### Brief
Among the lines below, restate word for word only those from the line with "const poly = rows" through the line with "[92,2056,243,2162,205,2220,0,2220,0,2144]", with both end lines kept.

Collected data:
>>>

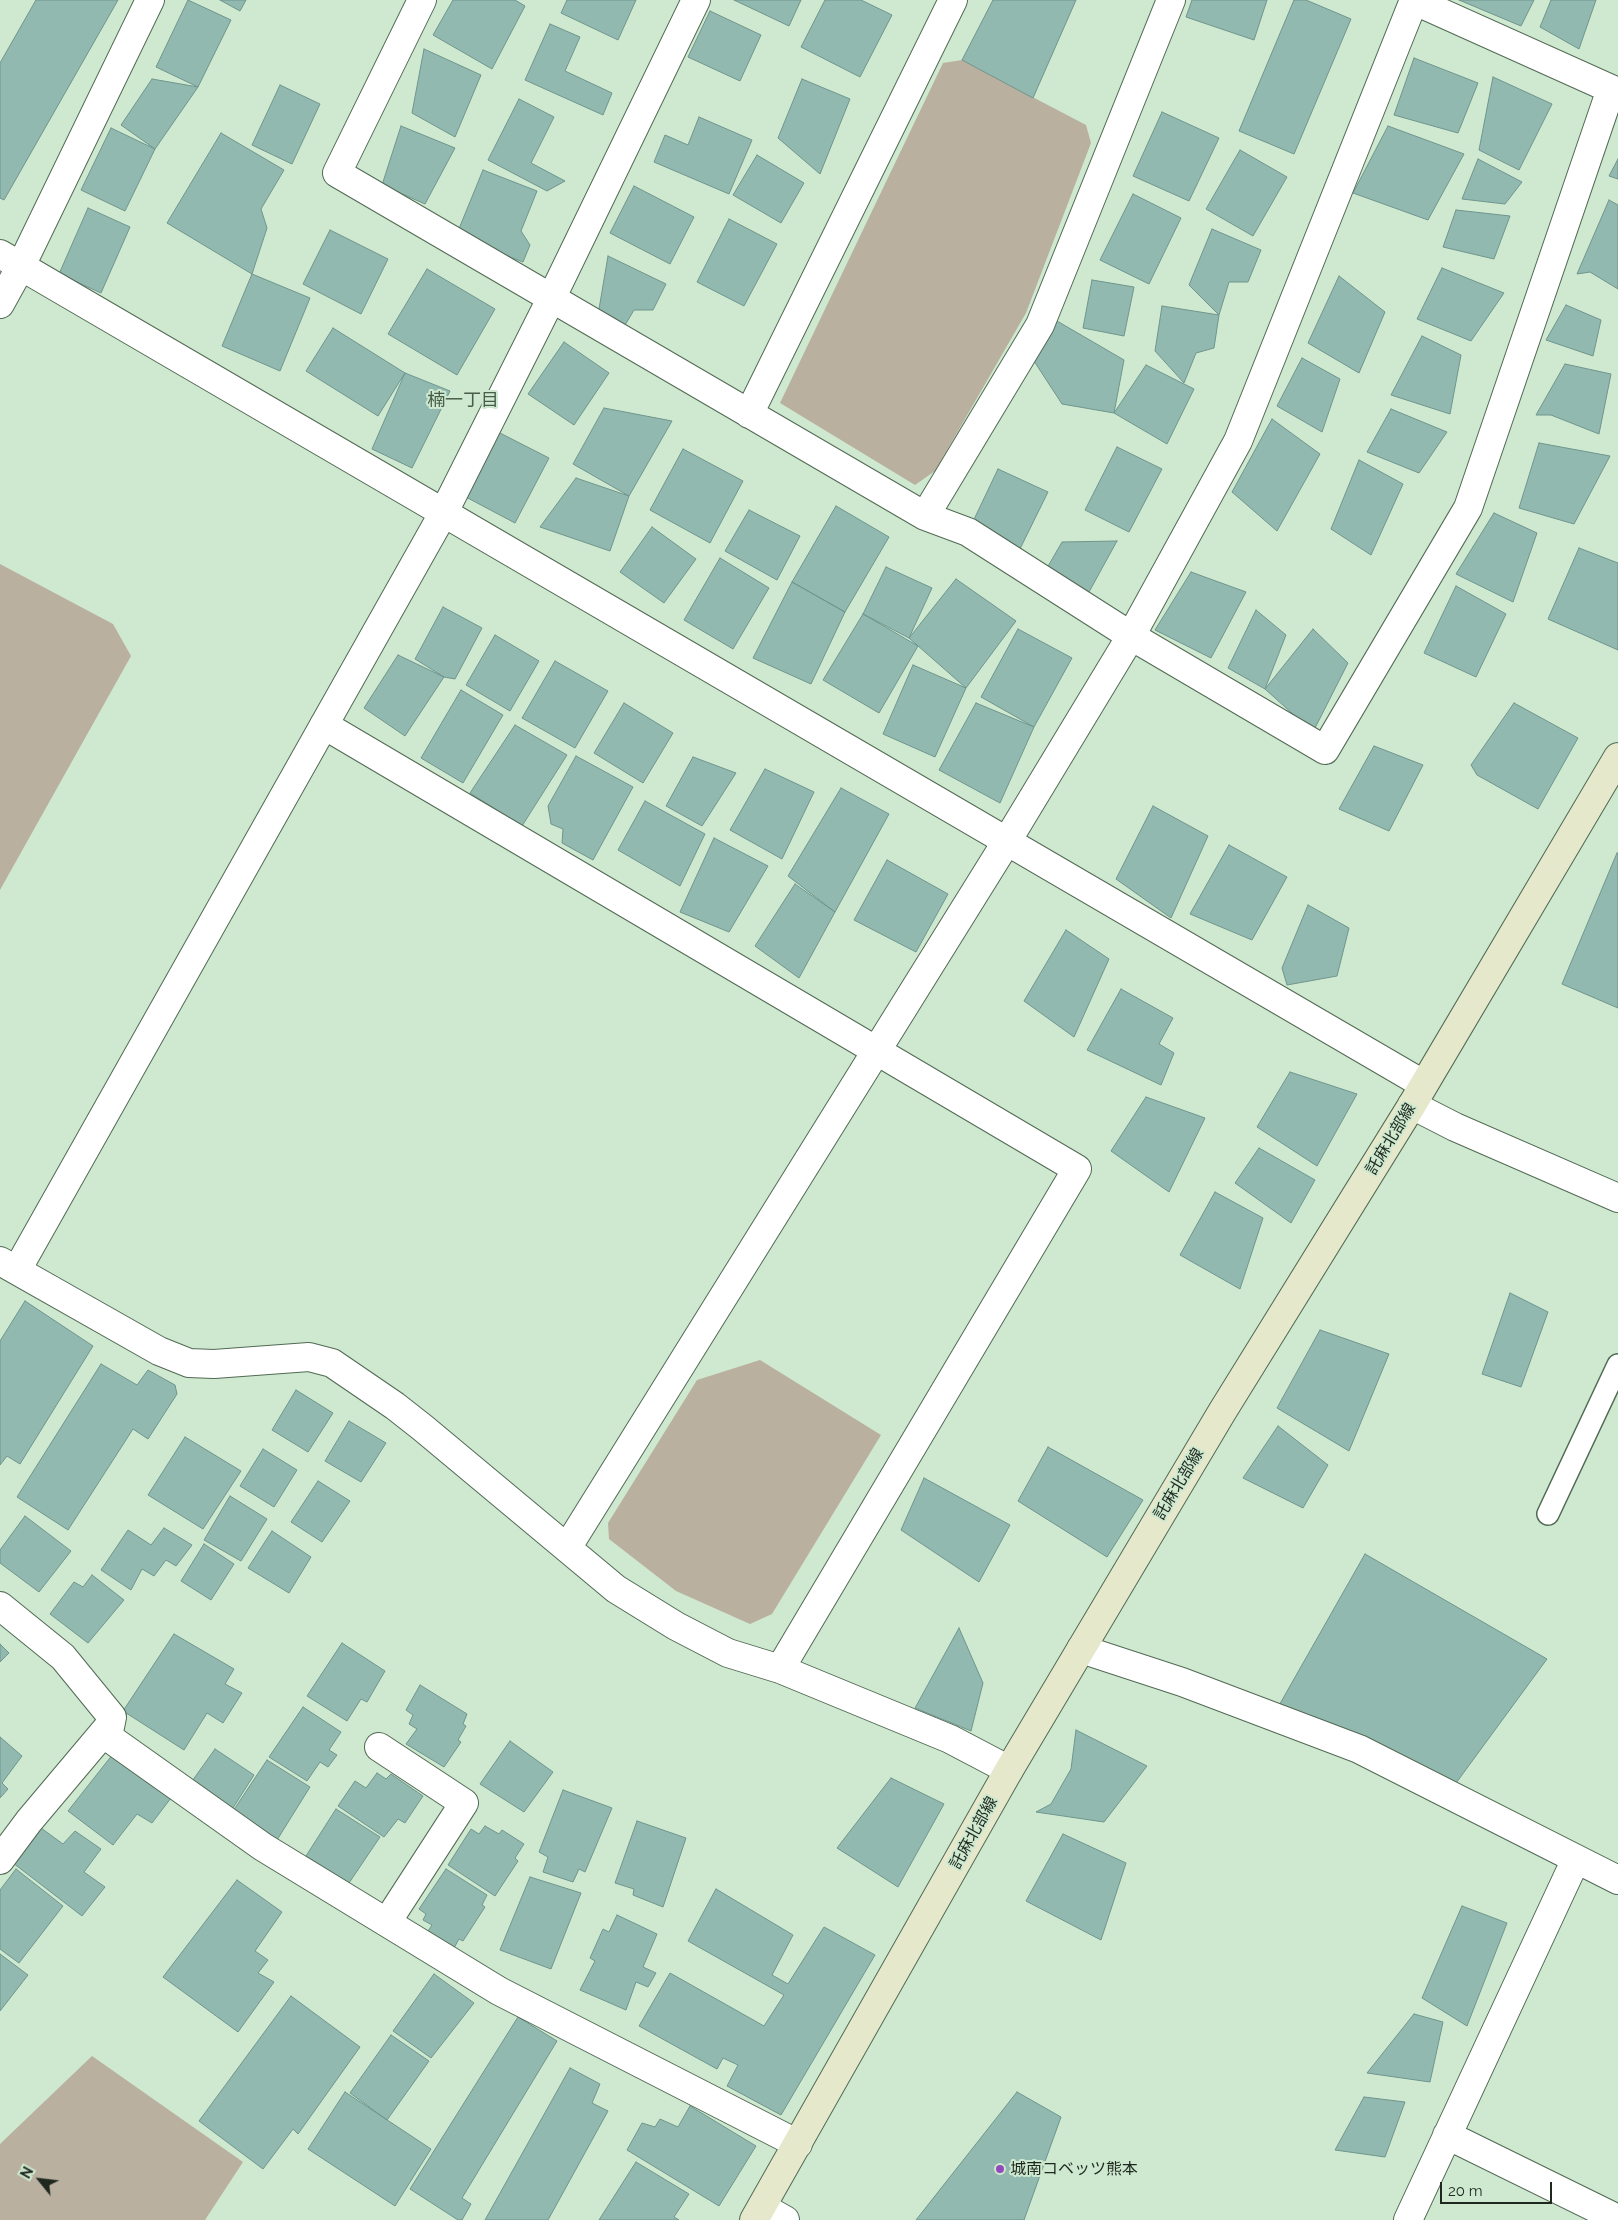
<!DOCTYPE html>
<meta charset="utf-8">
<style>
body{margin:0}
#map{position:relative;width:1618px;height:2220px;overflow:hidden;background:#cee9cf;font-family:Raleway,sans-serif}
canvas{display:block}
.north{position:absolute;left:15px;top:2155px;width:50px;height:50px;-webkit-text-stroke:4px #cee9cf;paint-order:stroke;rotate:299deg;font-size:14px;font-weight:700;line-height:20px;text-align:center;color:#1e281f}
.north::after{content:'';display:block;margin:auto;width:18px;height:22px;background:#1e281f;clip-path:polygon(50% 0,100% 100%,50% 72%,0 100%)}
.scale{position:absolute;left:1440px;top:2182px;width:112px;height:22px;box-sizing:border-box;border:2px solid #1e281f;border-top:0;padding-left:6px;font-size:15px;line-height:18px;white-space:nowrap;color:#1e281f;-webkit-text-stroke:4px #cee9cf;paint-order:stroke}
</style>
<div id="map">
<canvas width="1618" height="2220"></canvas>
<div class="north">N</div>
<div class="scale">20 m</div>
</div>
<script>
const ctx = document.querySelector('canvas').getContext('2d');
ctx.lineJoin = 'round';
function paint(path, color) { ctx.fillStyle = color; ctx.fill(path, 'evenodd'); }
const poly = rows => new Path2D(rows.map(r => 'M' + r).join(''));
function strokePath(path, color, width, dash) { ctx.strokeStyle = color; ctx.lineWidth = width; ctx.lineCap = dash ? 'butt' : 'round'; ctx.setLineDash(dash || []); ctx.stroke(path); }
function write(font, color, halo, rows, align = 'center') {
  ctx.font = font + ' Raleway,"Noto Sans JP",sans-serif'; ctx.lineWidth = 4; ctx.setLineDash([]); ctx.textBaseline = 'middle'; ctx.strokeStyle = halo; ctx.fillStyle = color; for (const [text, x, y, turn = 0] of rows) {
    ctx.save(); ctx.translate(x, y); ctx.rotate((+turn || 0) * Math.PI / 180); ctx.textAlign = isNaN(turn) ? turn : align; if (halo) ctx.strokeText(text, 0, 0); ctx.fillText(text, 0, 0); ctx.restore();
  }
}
const green = poly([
 [962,60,1086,125,1091,143,1026,313,935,471,915,485,780,403,943,63],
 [0,564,113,624,131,656,0,890],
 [760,1360,881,1435,772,1614,750,1624,676,1591,609,1539,608,1523,697,1380],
 [92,2056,243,2162,205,2220,0,2220,0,2144]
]);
const building = poly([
 [36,0,118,0,4,200,0,198,0,63,36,0],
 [188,0,231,20,198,87,156,67,188,0],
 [220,0,246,0,240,11,220,0],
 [453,0,515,0,525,6,492,69,433,35,453,0],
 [567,0,636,0,618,40,561,13,567,0],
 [734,0,801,0,789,26,734,0],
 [825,0,861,0,892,15,860,77,801,47,825,0],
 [993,0,1076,0,1033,98,962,60,993,0],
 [1192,0,1267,0,1254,40,1186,17,1192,0],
 [1294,0,1306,0,1351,19,1294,154,1239,131,1294,0],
 [1459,0,1534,0,1521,26,1459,0],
 [1551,0,1596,0,1579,49,1540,27,1551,0],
 [710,11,761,35,740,81,688,57,710,11],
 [550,24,580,37,565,71,612,93,603,115,525,80,550,24],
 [424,49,481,75,455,137,412,113,424,49],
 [1414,58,1478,83,1458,133,1394,115,1414,58],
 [1493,77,1552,104,1519,170,1479,150,1493,77],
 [152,79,198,87,155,149,121,125,152,79],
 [802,79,850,99,820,174,778,138,802,79],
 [280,85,320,104,292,164,252,145,280,85],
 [519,99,554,117,531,163,565,181,547,191,488,160,519,99],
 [1162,112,1219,138,1189,201,1133,176,1162,112],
 [699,117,752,140,729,194,654,162,665,135,688,145,699,117],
 [401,126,455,148,425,204,382,185,401,126],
 [1388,126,1464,154,1428,220,1353,193,1388,126],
 [111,128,155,149,125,211,81,190,111,128],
 [221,133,284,170,261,209,267,228,252,274,167,223,221,133],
 [1240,150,1287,177,1253,236,1206,209,1240,150],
 [757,155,804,183,781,223,733,195,757,155],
 [1478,159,1522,182,1505,204,1462,199,1478,159],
 [1618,159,1618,179,1609,176,1618,159],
 [483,170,537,191,521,231,530,245,523,262,456,236,483,170],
 [634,186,694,217,670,264,610,233,634,186],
 [1133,194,1181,218,1149,284,1100,260,1133,194],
 [1609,200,1618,205,1618,289,1590,272,1577,274,1609,200],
 [88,208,130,227,101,293,59,274,88,208],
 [1456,210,1510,216,1494,259,1443,247,1456,210],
 [729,219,777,244,744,306,697,282,729,219],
 [1212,229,1261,250,1248,282,1229,282,1219,315,1189,285,1212,229],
 [330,230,388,259,361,314,303,284,330,230],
 [608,256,666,284,653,310,634,310,618,337,598,315,608,256],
 [1442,268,1504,293,1471,341,1417,319,1442,268],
 [427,269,495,309,457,375,388,334,427,269],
 [252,274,310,298,280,371,222,346,252,274],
 [1339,276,1385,312,1359,373,1308,343,1339,276],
 [1092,280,1134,287,1124,336,1083,328,1092,280],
 [1566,305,1601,320,1593,356,1546,340,1566,305],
 [1162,306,1219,315,1214,348,1196,353,1184,383,1155,351,1162,306],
 [1057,321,1124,360,1114,413,1062,404,1034,361,1057,321],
 [333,328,405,373,378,416,306,371,333,328],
 [1422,336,1461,355,1450,414,1391,395,1422,336],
 [564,342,609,373,574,425,528,394,564,342],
 [1302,358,1340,379,1322,432,1277,406,1302,358],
 [1565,364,1611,374,1599,434,1551,415,1536,415,1565,364],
 [1146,365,1194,389,1167,444,1114,413,1146,365],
 [405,373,450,391,412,468,372,449,405,373],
 [604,408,672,421,629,496,573,464,604,408],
 [1391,409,1447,432,1419,473,1367,452,1391,409],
 [1272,419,1320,454,1277,531,1232,492,1272,419],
 [498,432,549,458,515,523,464,496,498,432],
 [1539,443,1610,456,1574,524,1519,508,1539,443],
 [1117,447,1162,469,1129,532,1085,510,1117,447],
 [683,449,743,481,710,543,650,510,683,449],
 [1359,460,1403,484,1371,555,1331,529,1359,460],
 [998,469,1048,492,1017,555,968,532,998,469],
 [576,478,629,496,610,551,540,527,576,478],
 [836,506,889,537,845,612,792,582,836,506],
 [749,510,800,536,777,580,725,551,749,510],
 [1494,513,1537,533,1513,602,1456,574,1494,513],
 [652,527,696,559,664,603,620,572,652,527],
 [1117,541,1089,592,1047,568,1062,542,1117,541],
 [1579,548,1618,563,1618,650,1548,619,1579,548],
 [720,558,769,588,733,649,684,620,720,558],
 [886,567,932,588,909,638,863,614,886,567],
 [1191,572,1246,592,1211,658,1155,630,1191,572],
 [956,579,1016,621,966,688,909,638,956,579],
 [792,582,845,612,811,684,753,658,792,582],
 [1456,586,1506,614,1476,677,1424,653,1456,586],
 [443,607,482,628,455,679,444,677,415,659,443,607],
 [1256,610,1286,635,1265,689,1228,668,1256,610],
 [863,614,918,646,879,713,823,680,863,614],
 [1018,629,1072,658,1034,727,981,697,1018,629],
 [1313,629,1348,663,1313,732,1265,689,1313,629],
 [495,635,539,661,510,711,466,685,495,635],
 [398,655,444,677,405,736,364,708,398,655],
 [555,661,608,691,575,748,522,718,555,661],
 [913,665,966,688,935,757,883,734,913,665],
 [461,690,503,715,463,783,421,758,461,690],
 [624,703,673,733,643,783,594,753,624,703],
 [976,703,1034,727,1000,803,939,770,976,703],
 [1514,703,1578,738,1538,809,1477,775,1471,765,1514,703],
 [515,725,567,755,522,826,470,793,515,725],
 [1374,746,1423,765,1389,831,1339,809,1374,746],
 [576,756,633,787,593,860,562,843,563,829,551,824,548,806,576,756],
 [693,757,736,773,702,826,666,806,693,757],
 [765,769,814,792,782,859,730,830,765,769],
 [841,788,889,814,835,912,788,876,841,788],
 [645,801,705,834,680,886,618,850,645,801],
 [1153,806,1208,836,1171,918,1116,879,1153,806],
 [714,838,768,866,729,932,680,912,714,838],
 [1229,845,1287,877,1252,940,1190,914,1229,845],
 [1617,853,1618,853,1618,1008,1562,984,1617,853],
 [887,860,948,894,916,952,854,920,887,860],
 [795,884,835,912,799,978,755,946,795,884],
 [1308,905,1349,928,1337,976,1287,985,1282,968,1308,905],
 [1066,930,1109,959,1074,1037,1024,1001,1066,930],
 [1121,989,1173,1018,1159,1044,1174,1053,1161,1085,1087,1050,1121,989],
 [1290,1072,1357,1094,1317,1166,1257,1127,1290,1072],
 [1146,1097,1205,1118,1169,1192,1111,1151,1146,1097],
 [1259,1148,1315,1180,1291,1223,1235,1183,1259,1148],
 [1215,1192,1263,1218,1240,1289,1180,1255,1215,1192],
 [1510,1293,1548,1312,1521,1387,1482,1374,1510,1293],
 [25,1301,93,1346,20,1464,7,1456,0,1465,0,1341,25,1301],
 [1320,1330,1389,1354,1349,1451,1277,1408,1320,1330],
 [101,1364,137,1385,148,1370,175,1385,177,1394,148,1439,133,1429,68,1530,17,1497,101,1364],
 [296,1390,333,1413,308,1452,272,1430,296,1390],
 [349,1421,386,1443,361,1482,325,1461,349,1421],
 [1278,1426,1328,1465,1303,1508,1243,1478,1278,1426],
 [185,1437,241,1471,203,1529,148,1495,185,1437],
 [1048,1447,1143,1500,1107,1557,1018,1501,1048,1447],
 [263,1449,297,1470,274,1507,240,1486,263,1449],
 [924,1478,1010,1525,979,1582,901,1530,924,1478],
 [318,1481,350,1501,322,1542,291,1522,318,1481],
 [230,1496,267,1519,241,1561,204,1540,230,1496],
 [25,1516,71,1551,39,1592,0,1563,0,1550,25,1516],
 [164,1528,192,1545,176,1566,166,1560,154,1576,142,1569,131,1590,101,1570,128,1530,151,1545,164,1528],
 [272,1531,311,1557,289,1593,248,1568,272,1531],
 [204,1544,234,1564,211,1600,181,1581,204,1544],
 [1365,1554,1547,1659,1448,1794,1273,1716,1365,1554],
 [92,1575,124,1600,88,1643,50,1614,74,1582,83,1587,92,1575],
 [959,1628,983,1683,971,1731,915,1708,959,1628],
 [174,1634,234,1669,225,1684,242,1693,223,1723,207,1713,184,1750,123,1711,174,1634],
 [342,1643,385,1671,367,1702,361,1699,347,1721,307,1696,342,1643],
 [0,1644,9,1653,0,1662,0,1644],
 [420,1685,467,1714,463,1724,466,1726,458,1740,461,1742,444,1767,406,1744,417,1729,409,1724,413,1715,406,1710,420,1685],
 [303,1707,341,1732,329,1750,337,1755,328,1767,320,1762,307,1781,269,1757,303,1707],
 [1076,1730,1147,1766,1104,1822,1036,1812,1051,1804,1071,1769,1076,1730],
 [0,1737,22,1756,2,1783,8,1789,0,1798,0,1737],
 [510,1741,553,1772,524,1812,480,1784,510,1741],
 [215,1749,254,1775,231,1811,190,1784,215,1749],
 [113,1754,171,1798,152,1823,137,1814,113,1845,68,1811,113,1754],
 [267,1760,310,1787,277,1840,233,1811,267,1760],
 [377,1773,386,1779,391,1774,423,1796,405,1823,398,1819,384,1837,338,1806,355,1781,366,1788,377,1773],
 [891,1778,944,1804,898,1887,837,1848,891,1778],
 [563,1790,612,1808,585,1872,579,1869,573,1882,543,1872,548,1857,539,1852,563,1790],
 [336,1809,380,1837,349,1883,306,1856,336,1809],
 [637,1821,686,1838,663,1907,633,1895,634,1889,615,1883,637,1821],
 [485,1826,499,1834,502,1830,524,1844,515,1858,518,1861,495,1896,448,1865,471,1829,479,1834,485,1826],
 [41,1828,63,1844,75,1831,101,1849,84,1872,105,1887,82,1916,13,1863,41,1828],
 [1063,1834,1126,1863,1101,1940,1026,1901,1063,1834],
 [16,1869,63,1906,19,1963,0,1949,0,1890,16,1869],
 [446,1869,487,1895,482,1905,485,1907,463,1941,459,1939,454,1948,428,1931,432,1925,423,1920,426,1914,419,1909,446,1869],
 [530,1877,581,1893,551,1969,500,1950,530,1877],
 [237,1880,282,1912,255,1951,268,1960,258,1973,274,1982,238,2032,163,1977,237,1880],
 [716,1889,793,1935,772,1975,788,1984,824,1927,875,1955,781,2115,727,2086,738,2065,723,2058,717,2069,639,2026,670,1973,764,2026,784,1995,688,1941,716,1889],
 [1462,1906,1507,1923,1467,2026,1422,1998,1462,1906],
 [617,1915,657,1934,643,1967,656,1973,648,1987,636,1982,626,2010,580,1990,595,1961,590,1958,603,1929,609,1932,617,1915],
 [0,1954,28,1975,0,2011,0,1954],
 [434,1974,474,2003,431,2058,393,2031,434,1974],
 [291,1996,360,2047,298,2134,293,2129,263,2169,199,2121,291,1996],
 [1414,2014,1443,2022,1430,2082,1367,2073,1414,2014],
 [518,2017,557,2041,462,2198,471,2204,462,2220,458,2220,410,2189,518,2017],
 [391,2035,429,2061,387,2120,350,2093,391,2035],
 [570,2068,600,2084,592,2103,608,2111,548,2220,485,2220,570,2068],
 [345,2092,431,2149,395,2206,308,2149,345,2092],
 [1017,2092,1061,2117,1024,2220,916,2220,1017,2092],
 [1364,2097,1405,2102,1385,2157,1335,2150,1364,2097],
 [690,2106,756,2146,719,2206,627,2150,642,2123,655,2127,660,2119,678,2127,690,2106],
 [636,2162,689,2194,674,2217,679,2220,599,2220,636,2162]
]);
const service = poly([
 [1548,1514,1618,1365]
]);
const minor = poly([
 [422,0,337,173,925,516,968,532,1131,636,1325,750,1468,508,1611,89,1413,0],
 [0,304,21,266,150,0],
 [749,414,953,0],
 [925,516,1040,325,1171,0],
 [324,725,1077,1169,780,1669],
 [1412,1105,1455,1127,1618,1198],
 [0,1261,159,1351,189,1363,214,1364,309,1357,332,1363,395,1406,423,1428,616,1589,676,1626,728,1653,780,1669,950,1739,1009,1770],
 [567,1548,1007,841,1131,636,1238,441,1414,0],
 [0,1606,63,1657,112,1717,108,1737,263,1847,499,1991,798,2144],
 [1081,1649,1182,1682,1359,1749,1618,1880],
 [379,1747,464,1803,387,1922],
 [0,1860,29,1821,109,1726],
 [1447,2135,1618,2219],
 [762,2207,785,2220],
 [1408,2220,1576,1859]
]);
const tertiary = poly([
 [0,254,1423,1084],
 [17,1270,444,512,551,299,696,0]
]);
const secondary = poly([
 [754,2220,1009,1770,1222,1412,1412,1105,1618,757]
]);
const markers = [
 [1000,2169,5,"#9249bc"]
];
const streetNames = [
 ["託麻北部線",1391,1139,-59],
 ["託麻北部線",1179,1484,-59],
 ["託麻北部線",974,1833,-61]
];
const poiNames = [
 ["城南コベッツ熊本",1010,2169]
];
const neighbourhoodNames = [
 ["楠一丁目",463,401]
];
paint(green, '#bab09f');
paint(building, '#92b9b0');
strokePath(building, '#6f958d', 1);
strokePath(service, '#526a54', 24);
strokePath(minor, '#526a54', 30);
strokePath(tertiary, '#526a54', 30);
strokePath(secondary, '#526a54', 30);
strokePath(service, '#fff', 21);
strokePath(minor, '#fff', 28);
strokePath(tertiary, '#fff', 28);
strokePath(secondary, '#e6e8cc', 28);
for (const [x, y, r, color] of markers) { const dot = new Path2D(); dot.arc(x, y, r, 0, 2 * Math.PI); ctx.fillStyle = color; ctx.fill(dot); strokePath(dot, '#cee9cf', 2); }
write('16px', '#1e281f', '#cee9cf', streetNames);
write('16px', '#1e281f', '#cee9cf', poiNames, 'left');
write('18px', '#465d48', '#cee9cf', neighbourhoodNames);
</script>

<<<

### The completed task
const poly = rows => new Path2D(rows.map(r => 'M' + r).join(''));
function strokePath(path, color, width, dash) { ctx.strokeStyle = color; ctx.lineWidth = width; ctx.lineCap = dash ? 'butt' : 'round'; ctx.setLineDash(dash || []); ctx.stroke(path); }
function write(font, color, halo, rows, align = 'center') {
  ctx.font = font + ' Raleway,"Noto Sans JP",sans-serif'; ctx.lineWidth = 4; ctx.setLineDash([]); ctx.textBaseline = 'middle'; ctx.strokeStyle = halo; ctx.fillStyle = color; for (const [text, x, y, turn = 0] of rows) {
    ctx.save(); ctx.translate(x, y); ctx.rotate((+turn || 0) * Math.PI / 180); ctx.textAlign = isNaN(turn) ? turn : align; if (halo) ctx.strokeText(text, 0, 0); ctx.fillText(text, 0, 0); ctx.restore();
  }
}
const green = poly([
 [962,60,1086,125,1091,143,1026,313,935,471,915,485,780,403,943,63],
 [0,564,113,624,131,656,0,890],
 [760,1360,881,1435,772,1614,750,1624,676,1591,609,1539,608,1523,697,1380],
 [92,2056,243,2162,205,2220,0,2220,0,2144]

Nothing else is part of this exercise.